Lava exploding as it pours into the sea. Cars engulfed in a molten torrent. Steam billowing, cloud-like, as inner Earth meets ocean.
There is something mesmerizing about t he sheer power of Hawaii's Kilauea volcano , magnificent and malevolent all at once, a reminder that for all of our modern-day progress, nature possesses vast powers we cannot tame. Around the world, but especially in the United States, people are watching, rapt.
It's almost a relief, this showing of natural fury. Oddly, it touches a different but equally cathartic point as last weekend's royal wedding, another much-needed opportunity to turn away from the social and political chaos inundating our news feeds.
As Harry and Meghan wed, we marveled at the touching and decorous show of genuine love, of African-American traditions blending into the stodgiest of British ones -- a biracial American divorcee marrying a real-life prince; a promise that progress does happen and the world does change for the better.
Kilauea is not a show of love, for sure.
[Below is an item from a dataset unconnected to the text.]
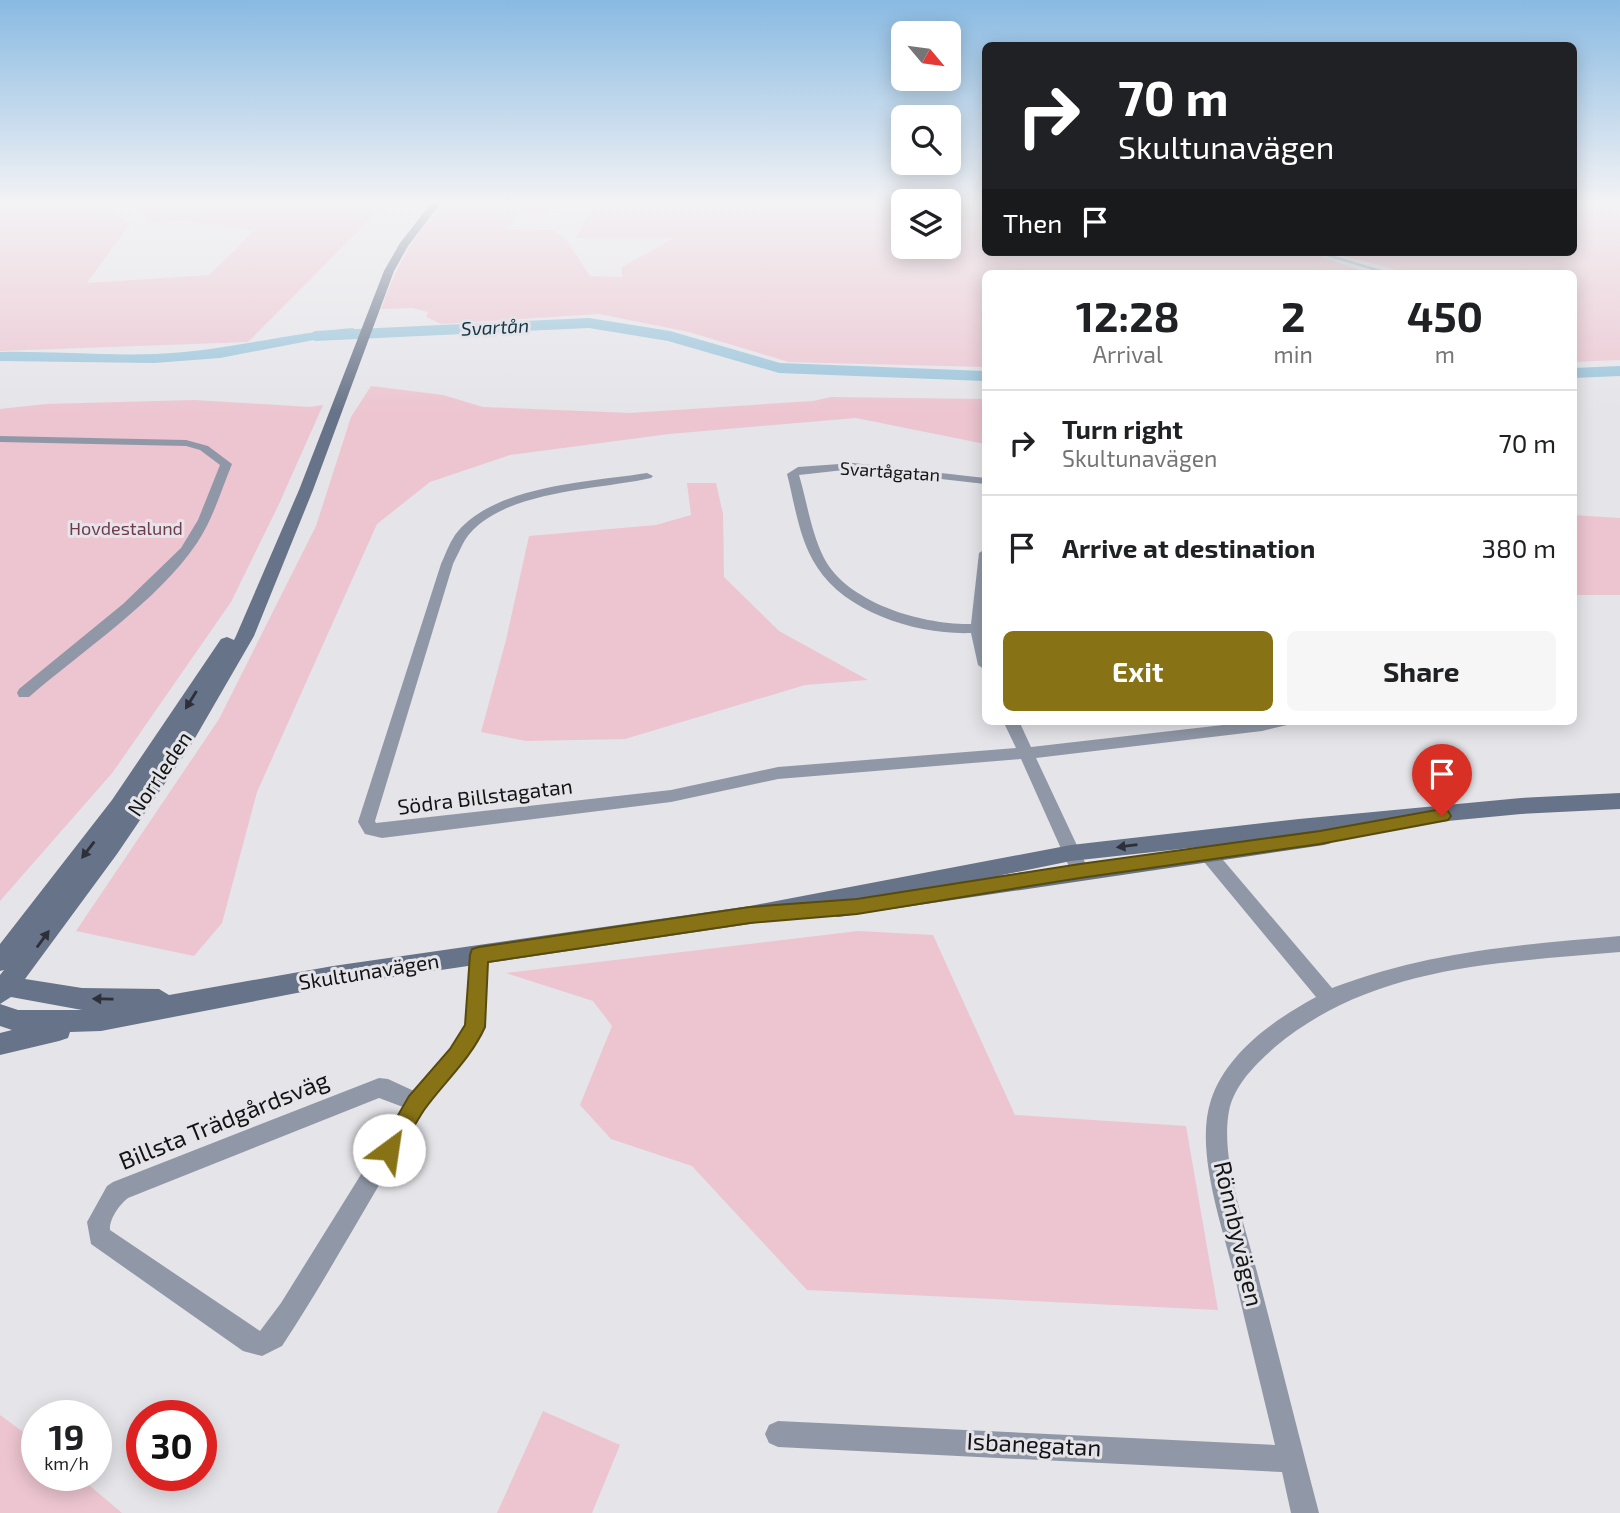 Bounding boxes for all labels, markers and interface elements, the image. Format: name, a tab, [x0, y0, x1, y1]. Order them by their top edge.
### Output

But it is equally awe-inspiring. And it's a necessary reminder that despite incredible human advances, we are very tiny, insignificant and, ultimately, existing at the pleasure of Mother Nature.
There is a kind of psychic salve in this. As we spend our days clicking from political scandal to mass tragedy back to political scandal, creating temporary diversions with online quizzes and social media scrolling, there is something transfixing about the heavy, steady creep of lava.
In our hyper-anxious world, we try to control all that's around us -- we sweat if our phone chimes with a text and we can't immediately look; we curate Instagram and Facebook feeds to present an image of ourselves that is #authentic but in reality filtered and Facetuned; some of the richest men in America spend their billions trying to live forever.
At the same time, those of us who are paying attention are starting get a fuller picture of just how much this control is an illusion, with powerful tech companies increasingly in charge of the news and information we consume (even if we think we're choosing with our clicks), and our current political reality laying bare just how fragile American democracy might be.
Lava rolling into the ocean, obliterating everything it passes, sending toxic spume into the air, is cataclysmic -- a feral threat emerging from the inner belly of Earth. It is oddly unifying, sparing nothing and no one in its path. It's in charge.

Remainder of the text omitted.